Zegona on Wednesday posted EUR3.00 billion in revenue for the 15 months that ended March 31, compared to none reported in 2023. Due to acquisition costs, Zegona's pretax loss widened to EUR450.0 million in the 15-month period from EUR15.6 million during the prior 12-month period.
Vodafone Spain had estimated revenue of EUR3.6 billion in the 12 months that ended March 31, compared to GBP3.9 million the year before. During the same 12-month period, operating cash flows were EUR625 million.
In the three months that ended June 30, revenue was EUR895 million, up from EUR871 million the same period of financial 2025. This marks the first time since 2022 that Vodafone Spain has reported first-quarter revenue growth. During the same three months to June 30, operating cash flows were EUR201 million.
In the first quarter of financial 2024, Vodafone Spain's revenue was down 3.0% on-year, the same pace of decline as in the first quarter of financial 2023 and after a marginal rise in the first quarter of financial 2022.
Zegona hailed its consolidation efforts. This included cutting 28% of Vodafone Spain's workforce, which Zegona cited for improved margins. During the 12 months that ended March 31, Vodafone Spain reported EUR1.2 million in earnings before interest, tax, depreciation and amortisation after leases. This compares to a loss of EUR204 million the year prior.
In February this year, Vodafone Spain partnered with Madrid-based Telefonica SA to form Compania Mayorista de Fibra SL, providing broadband access for the retail and wholesale sectors. Vodafone Spain owns 37% of the joint company, while Telefonica holds the remaining majority.
Bloomberg in June reported that Telefonica was discussing a possible deal for Vodafone Spain with Spanish peer MasOrange, half-owned by Orange SA. The talks included the possibility of Telefonica acquiring Vodafone Spain and breaking it up to avoid antitrust violations. MasOrange is considering buying Lowi, Vodafone Spain's low-cost offering, though Bloomberg noted that no formal proposals had been made.
Back in January, Vodafone Spain and MasOrange had entered a binding contract to create a new fibre network company in Spain. FibreCo will bring together network assets of Vodafone Spain and MasOrange to create a 100% fibre-to-the-home network covering 12.2 million premises across Spain.

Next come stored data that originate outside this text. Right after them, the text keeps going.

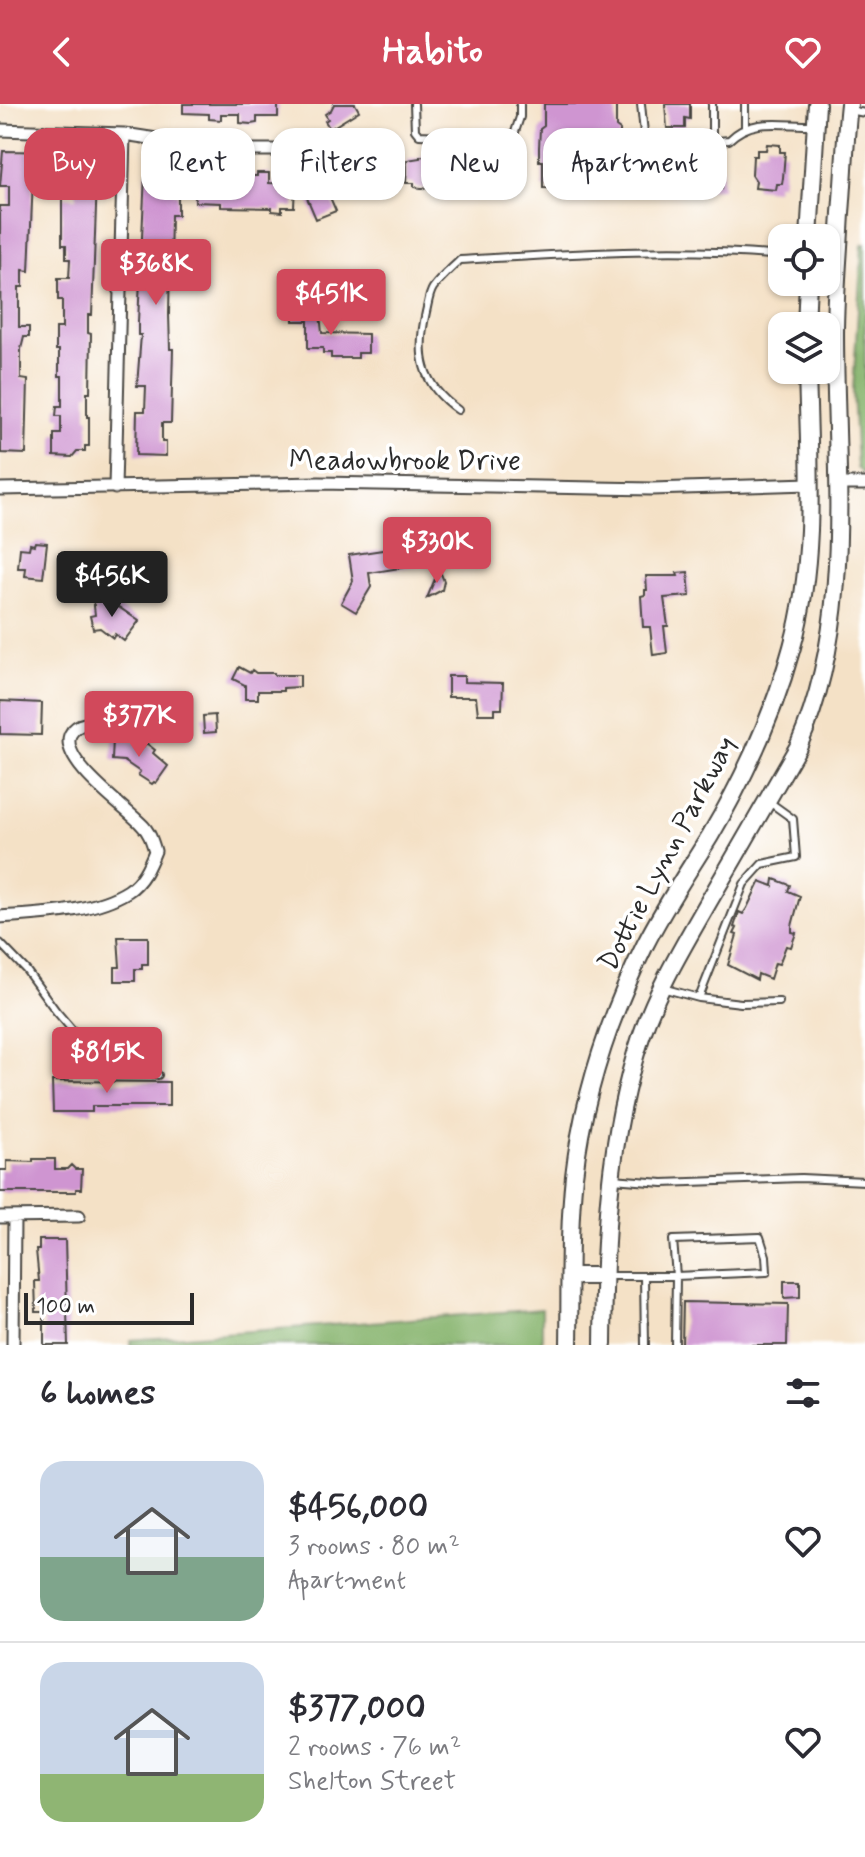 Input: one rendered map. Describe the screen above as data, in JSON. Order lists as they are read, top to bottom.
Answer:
{
  "streets": {
    "main road": ["Dottie Lynn Parkway"],
    "street": ["Meadowbrook Drive"]
  },
  "crossings": [
    ["Meadowbrook Drive", "Dottie Lynn Parkway"]
  ],
  "scale_bar": "100 m",
  "page": {
    "header": "Habito",
    "chip": [
      "Buy",
      "Rent",
      "Filters",
      "New",
      "Apartment"
    ],
    "price": [
      "$368K",
      "$451K",
      "$330K",
      "$456K",
      "$377K",
      "$815K"
    ],
    "scale": "100 m",
    "heading": "6 homes",
    "list": [
      {
        "name": "$456,000",
        "note": "3 rooms · 80 m² · Apartment"
      },
      {
        "name": "$377,000",
        "note": "2 rooms · 76 m² · Shelton Street"
      }
    ]
  }
}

In Zegona's annual report released on Wednesday, the assets and liabilities that will be transferred out of the company as part of the MasOrange deal were shown as 'held for sale'.
Zegona shares were 0.5% higher at 744.00 pence on Wednesday morning in London for a GBP5.67 billion market capitalisation.
Vodafone was up 1.1% to 81.71 pence in London, Orange was up 0.8% at EUR13.17 in Paris. Telefonica was up 0.8% at EUR4.53 in Madrid.